BEGIN The input

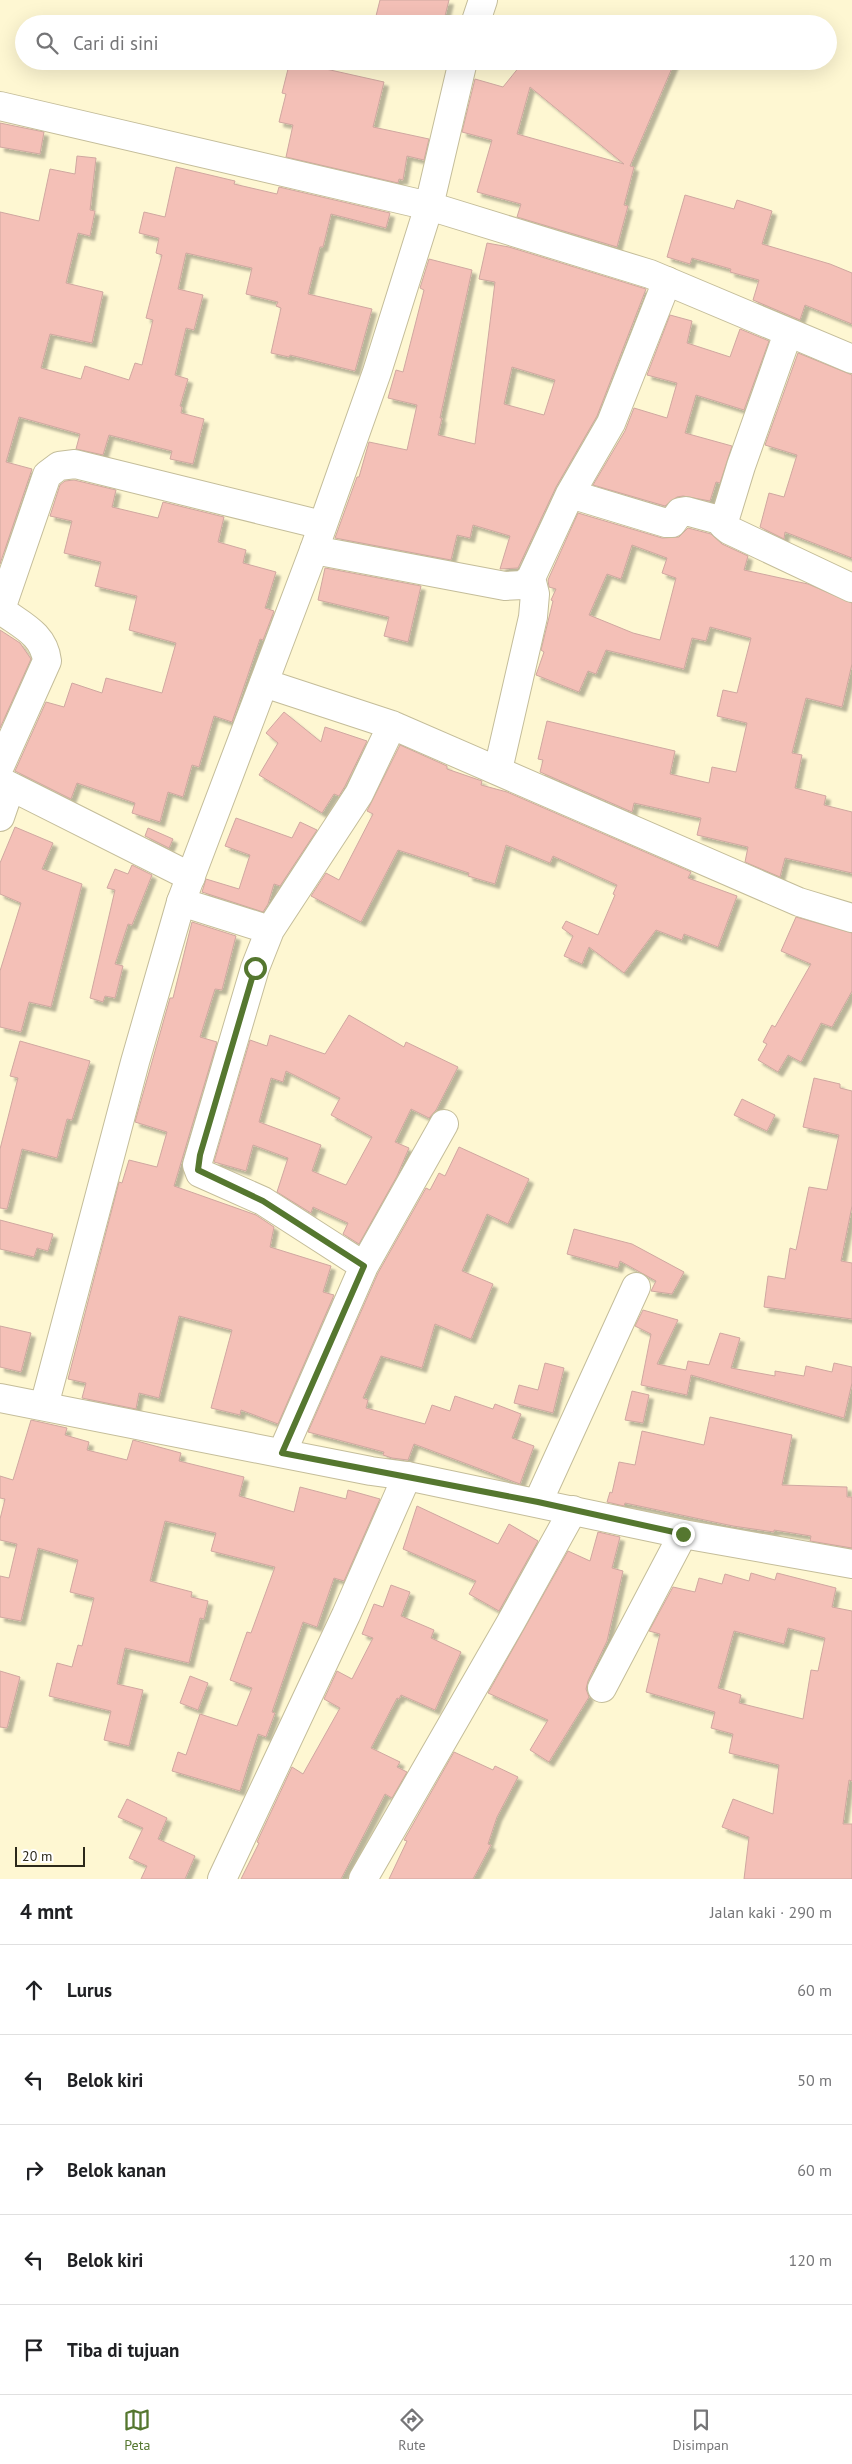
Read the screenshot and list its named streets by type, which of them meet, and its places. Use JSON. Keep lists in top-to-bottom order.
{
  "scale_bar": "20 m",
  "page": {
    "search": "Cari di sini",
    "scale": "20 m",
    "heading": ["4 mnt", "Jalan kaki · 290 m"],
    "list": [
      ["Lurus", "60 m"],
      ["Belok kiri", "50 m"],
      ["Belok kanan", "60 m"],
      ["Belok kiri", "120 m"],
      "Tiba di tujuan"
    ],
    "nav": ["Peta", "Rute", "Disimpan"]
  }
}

END The input

Wherever a picture appears in the listing above, drop it, and restate the rest exactly.

▶ _Final answer_:
Read the screenshot and list its named streets by type, which of them meet, and its places. Use JSON. Keep lists in top-to-bottom order.
{
  "scale_bar": "20 m",
  "page": {
    "search": "Cari di sini",
    "scale": "20 m",
    "heading": ["4 mnt", "Jalan kaki · 290 m"],
    "list": [
      ["Lurus", "60 m"],
      ["Belok kiri", "50 m"],
      ["Belok kanan", "60 m"],
      ["Belok kiri", "120 m"],
      "Tiba di tujuan"
    ],
    "nav": ["Peta", "Rute", "Disimpan"]
  }
}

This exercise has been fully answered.